Core operating model
Every captured item should be classified into one or more of these buckets:
- Fact: Something observed or stated that can be cited.
- Decision: A choice that was made, with owner and date when available.
- Procedure: A repeatable process, checklist, or SOP.
- Insight: A synthesis or interpretation derived from multiple facts.
- Open question: Something unresolved that needs follow-up.
- Task: A concrete next action when the user wants work tracking inside the second brain.
Prefer this model over generic meeting-note dumping.
Canonical page contract
For durable topics, prefer a page model that separates current understanding from historical evidence.
- Compiled truth: the current best understanding of the topic. This section is rewritten when new evidence arrives.
- Open threads: unresolved questions, contradictions, missing data, or active follow-ups.
- Timeline or evidence log: append-only dated evidence, events, observations, or source-backed change notes.
This is the storage-agnostic equivalent of the "above the line / below the line" model:
- above the line is the maintained, rewritten synthesis
- below the line is the preserved historical evidence trail
Do not let canonical pages collapse into undifferentiated chronological dumps. The page should answer "what is true now" before it answers "how did we learn this."
When the user wants a concrete page schema, read references/page_model.md.
Incremental wiki rules
Treat every new source as a trigger to improve the maintained wiki, not merely as retrieval fodder for later.
When new evidence arrives:
- preserve the source in the raw layer
- create or update a source summary page when durable ingestion is wanted
- update every relevant canonical page, not just one note
- strengthen cross-references between topics, entities, projects, and decisions
- note where new information confirms, extends, or contradicts earlier claims
- refresh the index, logs, and any affected synthesis pages
When answering questions:
- read the smallest useful set of wiki pages first
- use raw sources mainly to verify, deepen, or resolve ambiguity
- prefer answers grounded in already-maintained pages because that is where synthesis, contradiction handling, and cross-source structure should live
- if a valuable answer produces a reusable new synthesis, write it back into canonical knowledge or another narrow AFS-compatible destination
Do not treat query-time retrieval as the whole system.
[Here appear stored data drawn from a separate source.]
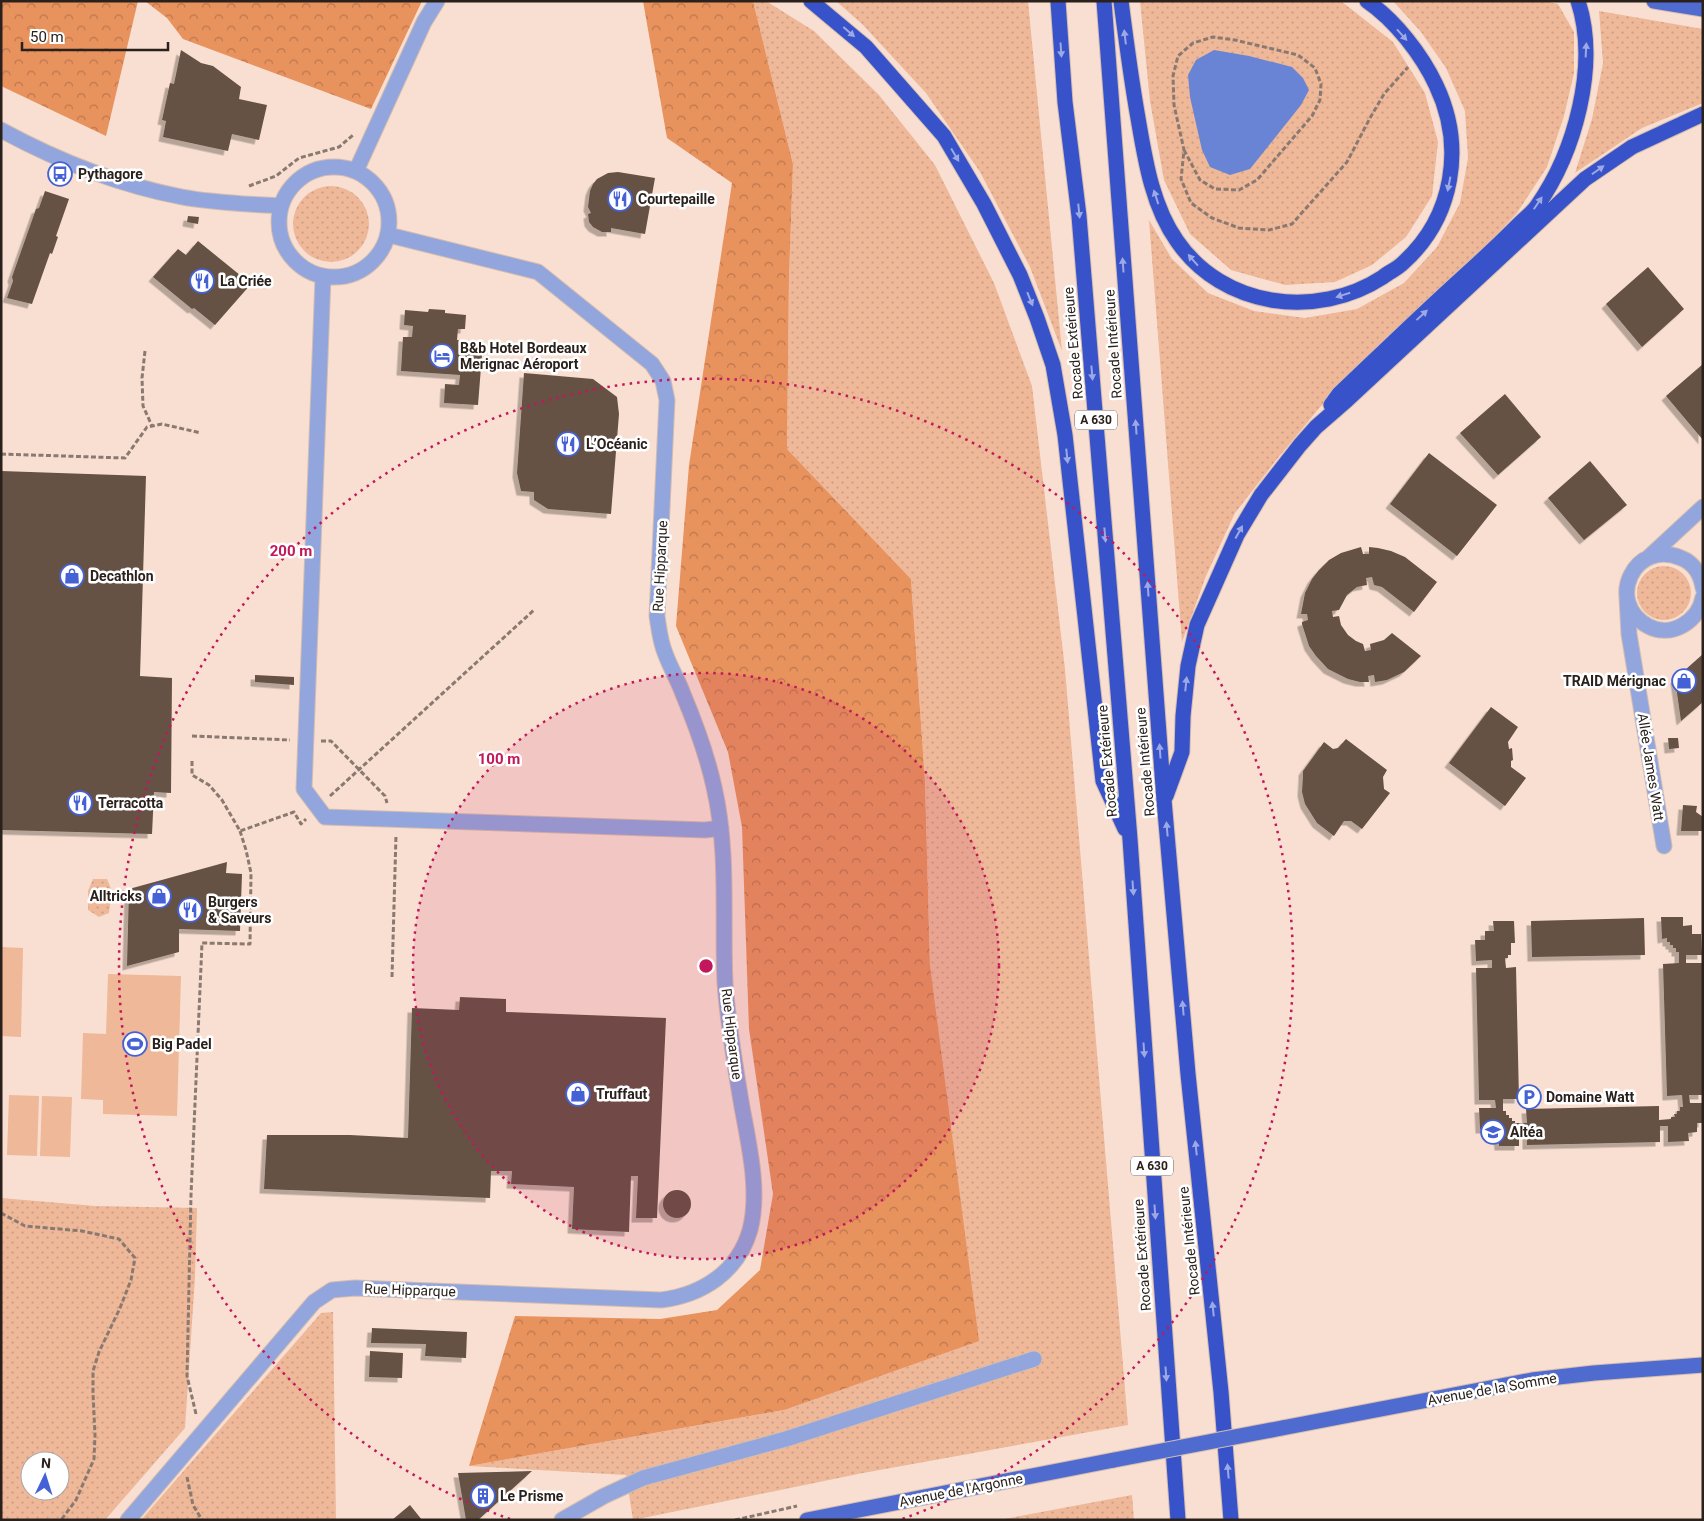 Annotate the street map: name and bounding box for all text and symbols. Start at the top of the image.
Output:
scale bar [22,20,169,52]
one-way arrow [842,27,855,38]
text: 50 m [30,28,64,46]
one-way arrow [1397,28,1408,41]
one-way arrow [1121,29,1129,45]
one-way arrow [1058,42,1066,58]
one-way arrow [1582,42,1590,58]
one-way arrow [950,148,959,161]
bus stop icon: Pythagore [47,161,73,187]
one-way arrow [1591,165,1605,175]
place label: Pythagore [78,166,143,182]
one-way arrow [1445,176,1453,192]
restaurant icon: Courtepaille [607,186,633,212]
one-way arrow [1152,189,1160,204]
place label: Courtepaille [638,191,715,207]
one-way arrow [1533,196,1543,209]
one-way arrow [1075,204,1083,220]
one-way arrow [1187,254,1199,266]
one-way arrow [1119,257,1127,273]
restaurant icon: La Criée [189,268,215,294]
place label: La Criée [220,273,272,289]
street label: Rocade Extérieure [1060,286,1086,400]
street label: Rocade Intérieure [1101,289,1125,399]
one-way arrow [1027,291,1034,306]
one-way arrow [1335,291,1350,299]
one-way arrow [1415,309,1427,321]
place label: B&b Hotel Bordeaux Merignac Aéroport [460,340,587,372]
hotel icon: B&b Hotel Bordeaux Merignac Aéroport [429,343,455,369]
one-way arrow [1088,366,1096,382]
road number: A 630 [1075,410,1117,430]
one-way arrow [1131,419,1139,435]
restaurant icon: L’Océanic [555,431,581,457]
place label: L’Océanic [586,436,648,452]
one-way arrow [1063,448,1071,464]
street label: Rue Hipparque [650,520,670,612]
one-way arrow [1234,525,1243,539]
one-way arrow [1101,528,1109,544]
text: 200 m [270,542,312,560]
shop icon: Decathlon [59,563,85,589]
place label: Decathlon [90,568,154,584]
one-way arrow [1144,581,1152,597]
shop icon: TRAID Mérignac [1671,668,1697,694]
place label: TRAID Mérignac [1563,673,1666,689]
one-way arrow [1182,676,1190,692]
street label: Rocade Extérieure [1094,704,1120,818]
street label: Rocade Intérieure [1132,707,1158,817]
street label: Allée James Watt [1635,712,1667,822]
one-way arrow [1156,743,1164,759]
text: 100 m [478,750,520,768]
restaurant icon: Terracotta [67,790,93,816]
place label: Terracotta [98,795,164,811]
one-way arrow [1163,821,1171,837]
one-way arrow [1129,880,1137,896]
shop icon: Alltricks [146,883,172,909]
place label: Alltricks [90,888,142,904]
place label: Burgers & Saveurs [208,894,271,926]
restaurant icon: Burgers & Saveurs [177,897,203,923]
centre of rings [697,957,715,975]
street label: Rue Hipparque [718,988,746,1080]
one-way arrow [1178,1000,1186,1016]
sports icon: Big Padel [122,1031,148,1057]
place label: Big Padel [152,1036,212,1052]
one-way arrow [1141,1042,1149,1058]
shop icon: Truffaut [565,1081,591,1107]
parking icon: Domaine Watt [1516,1084,1542,1110]
place label: Truffaut [596,1086,648,1102]
place label: Domaine Watt [1546,1089,1634,1105]
school or university icon: Altéa [1480,1119,1506,1145]
place label: Altéa [1510,1124,1543,1140]
one-way arrow [1192,1139,1200,1155]
road number: A 630 [1131,1156,1173,1176]
street label: Rocade Intérieure [1175,1186,1203,1296]
street label: Rocade Extérieure [1130,1198,1154,1312]
one-way arrow [1152,1204,1160,1220]
street label: Rue Hipparque [364,1280,456,1300]
one-way arrow [1209,1301,1217,1317]
one-way arrow [1163,1366,1171,1382]
street label: Avenue de la Somme [1426,1370,1558,1408]
north arrow [20,1451,70,1501]
text: N [40,1455,51,1471]
one-way arrow [1223,1463,1231,1479]
street label: Avenue de l'Argonne [898,1470,1024,1510]
building icon: Le Prisme [470,1483,496,1509]
place label: Le Prisme [500,1488,564,1504] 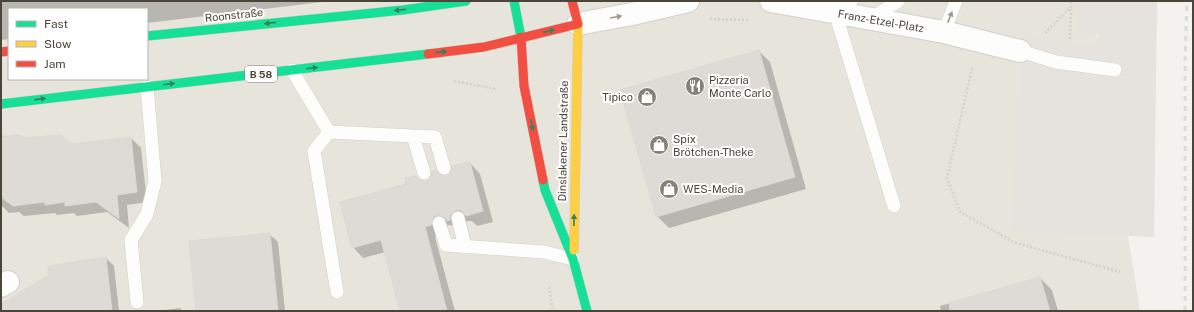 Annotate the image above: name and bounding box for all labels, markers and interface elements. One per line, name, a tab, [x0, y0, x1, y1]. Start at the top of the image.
street label: Roonstraße	[204, 6, 264, 24]
one-way arrow	[394, 7, 406, 13]
legend	[8, 8, 148, 80]
street label: Franz-Etzel-Platz	[837, 8, 925, 34]
one-way arrow	[947, 10, 953, 22]
one-way arrow	[610, 14, 622, 20]
text: Fast	[44, 17, 69, 31]
one-way arrow	[264, 20, 277, 27]
one-way arrow	[543, 27, 555, 33]
text: Slow	[44, 37, 72, 51]
one-way arrow	[435, 48, 447, 55]
text: Jam	[44, 57, 66, 71]
one-way arrow	[306, 65, 318, 71]
road number: B 58	[245, 66, 277, 82]
place label: Pizzeria Monte Carlo	[709, 74, 771, 99]
restaurant icon: Pizzeria Monte Carlo	[684, 75, 706, 97]
street label: Dinslakener Landstraße	[556, 80, 570, 202]
one-way arrow	[163, 81, 175, 88]
shop icon: Tipico	[636, 86, 658, 108]
place label: Tipico	[602, 91, 633, 103]
one-way arrow	[34, 96, 46, 103]
one-way arrow	[529, 118, 535, 131]
place label: Spix Brötchen-Theke	[673, 133, 753, 158]
shop icon: Spix Brötchen-Theke	[648, 134, 670, 156]
shop icon: WES-Media	[658, 178, 680, 200]
place label: WES-Media	[683, 183, 743, 195]
one-way arrow	[571, 213, 577, 226] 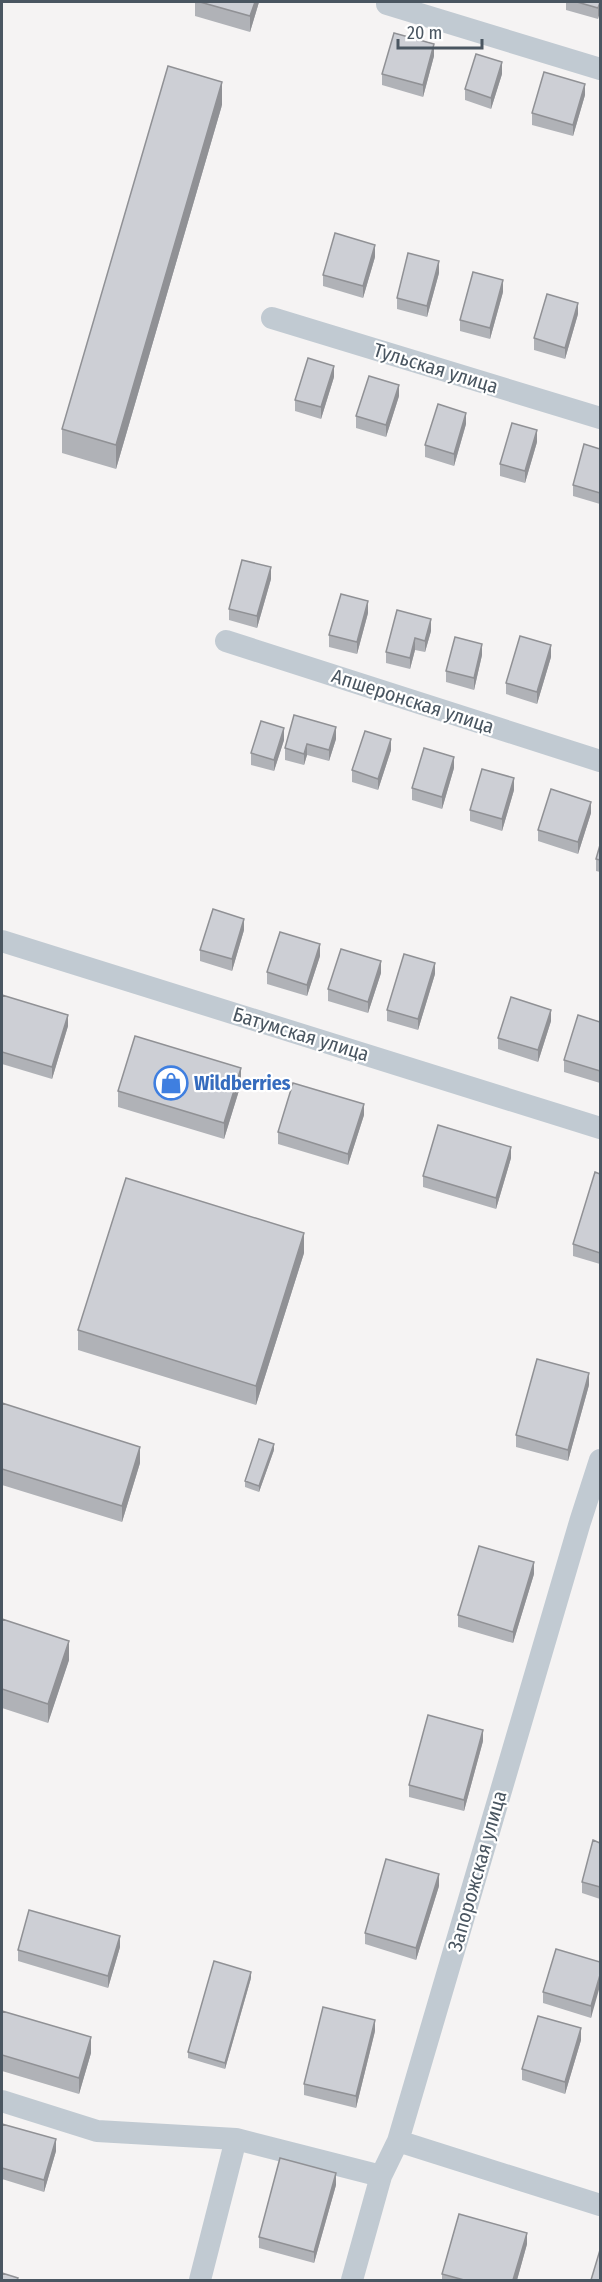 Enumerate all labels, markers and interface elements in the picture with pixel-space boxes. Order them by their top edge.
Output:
scale bar [398,12,482,50]
text: 20 m [407,22,442,44]
street label: Тульская улица [371,338,501,398]
street label: Апшеронская улица [329,663,497,739]
street label: Батумская улица [230,1002,372,1066]
shop icon: Wildberries [153,1065,189,1101]
place label: Wildberries [194,1071,291,1095]
street label: Запорожская улица [443,1788,511,1954] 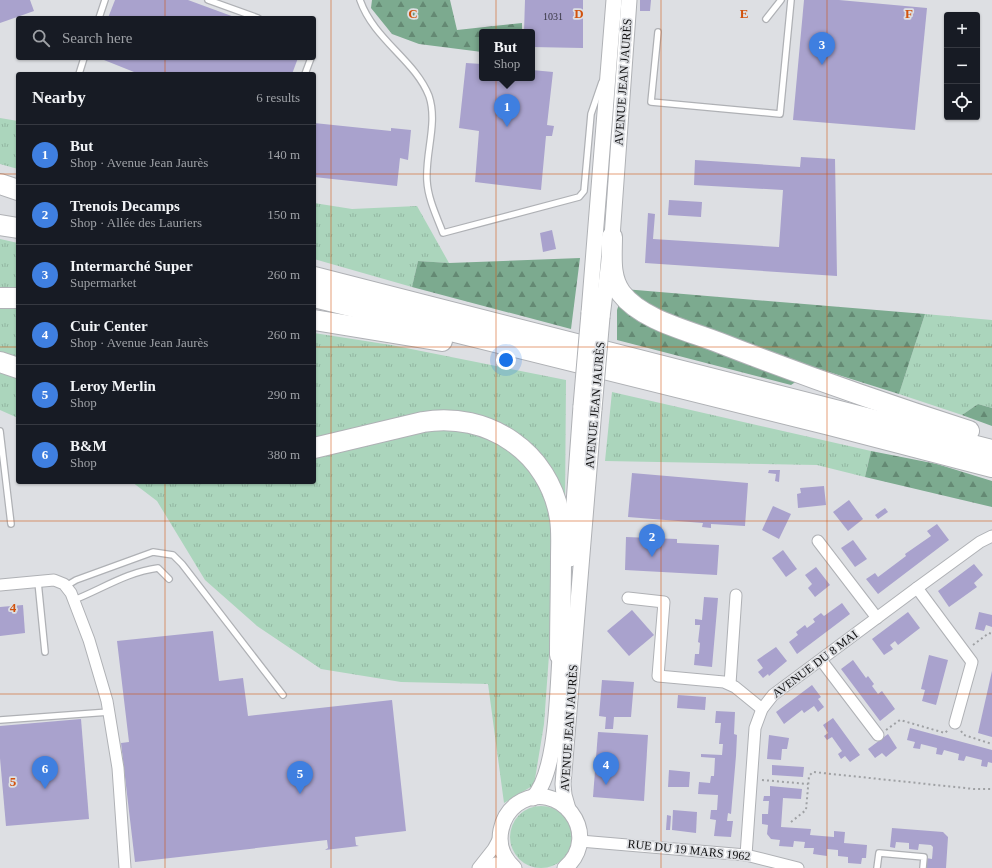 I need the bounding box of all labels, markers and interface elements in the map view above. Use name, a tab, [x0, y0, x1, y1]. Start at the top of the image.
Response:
text: C	[408, 6, 418, 21]
text: D	[574, 6, 584, 21]
text: E	[740, 6, 748, 21]
text: F	[905, 6, 913, 21]
house number: 1031	[543, 11, 563, 22]
map controls	[944, 12, 980, 120]
button: +	[944, 12, 980, 48]
search box	[16, 16, 316, 60]
street label: AVENUE JEAN JAURÈS	[612, 18, 634, 146]
icon: search	[30, 27, 52, 49]
popup	[479, 29, 535, 81]
text: Search here	[62, 30, 132, 46]
pin: 3	[809, 32, 835, 65]
text: But	[494, 39, 517, 55]
button: −	[944, 48, 980, 84]
text: Shop	[494, 56, 520, 71]
button: locate	[944, 84, 980, 120]
text: Nearby	[32, 88, 86, 107]
text: 6 results	[256, 90, 300, 105]
pin: 1	[494, 94, 520, 127]
text: But	[70, 138, 93, 154]
text: 1	[42, 147, 48, 162]
text: 140 m	[267, 147, 300, 162]
text: Shop · Avenue Jean Jaurès	[70, 155, 208, 170]
text: Trenois Decamps	[70, 198, 180, 214]
text: 2	[42, 207, 48, 222]
text: 150 m	[267, 207, 300, 222]
text: Shop · Allée des Lauriers	[70, 215, 202, 230]
text: Intermarché Super	[70, 258, 193, 274]
text: 3	[42, 267, 48, 282]
text: 260 m	[267, 267, 300, 282]
text: Supermarket	[70, 275, 136, 290]
text: Cuir Center	[70, 318, 148, 334]
text: 4	[42, 327, 48, 342]
text: 260 m	[267, 327, 300, 342]
text: Shop · Avenue Jean Jaurès	[70, 335, 208, 350]
street label: AVENUE JEAN JAURÈS	[582, 341, 608, 469]
your location	[496, 350, 516, 370]
text: Leroy Merlin	[70, 378, 156, 394]
text: 5	[42, 387, 48, 402]
text: 290 m	[267, 387, 300, 402]
text: Shop	[70, 395, 97, 410]
text: B&M	[70, 438, 107, 454]
text: 6	[42, 447, 48, 462]
text: 380 m	[267, 447, 300, 462]
text: Shop	[70, 455, 97, 470]
pin: 2	[639, 524, 665, 557]
text: 4	[10, 600, 17, 615]
street label: AVENUE DU 8 MAI	[769, 627, 861, 701]
street label: AVENUE JEAN JAURÈS	[558, 664, 580, 792]
pin: 4	[593, 752, 619, 785]
pin: 6	[32, 756, 58, 789]
pin: 5	[287, 761, 313, 794]
text: 5	[10, 774, 17, 789]
street label: RUE DU 19 MARS 1962	[627, 837, 751, 863]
Retrieval is a helper. The maintained wiki is the compounding asset.
If the user is migrating from an older note system, a vault, a database, or an existing corpus, preserve these invariants:
- lossless: preserve all source content, metadata, and sidecars that matter
- round-trippable: prefer representations that can be exported back into legible files or the user's prior shape
- verifiable: validate counts, hashes, links, or other practical checks after migration when the corpus is large or important
Input handling
Accept raw text, transcripts, document excerpts, task lists, URLs, screenshots, exports, audio transcripts, or existing notes.
Raw inputs can also include richer research artifacts such as:
- articles and papers
- repository snapshots or code excerpts
- dataset descriptions or analysis notes
- downloaded images and figures that the assistant may need to reference during synthesis
- derived outputs from prior runs such as reports, slide decks, or plots
Normalize immediately:
- Dates ->
YYYY-MM-DD
- Names -> full name or canonical team label
- Sources -> explicit source label such as
Meeting, Doc, Slack, Email, Research, Bookmark, Screenshot, Recording, or First Brain
- Status ->
active, superseded, open, archived, or another project-local status when relevant
If the same claim appears in multiple places, keep one canonical statement and record supporting sources instead of duplicating the sentence.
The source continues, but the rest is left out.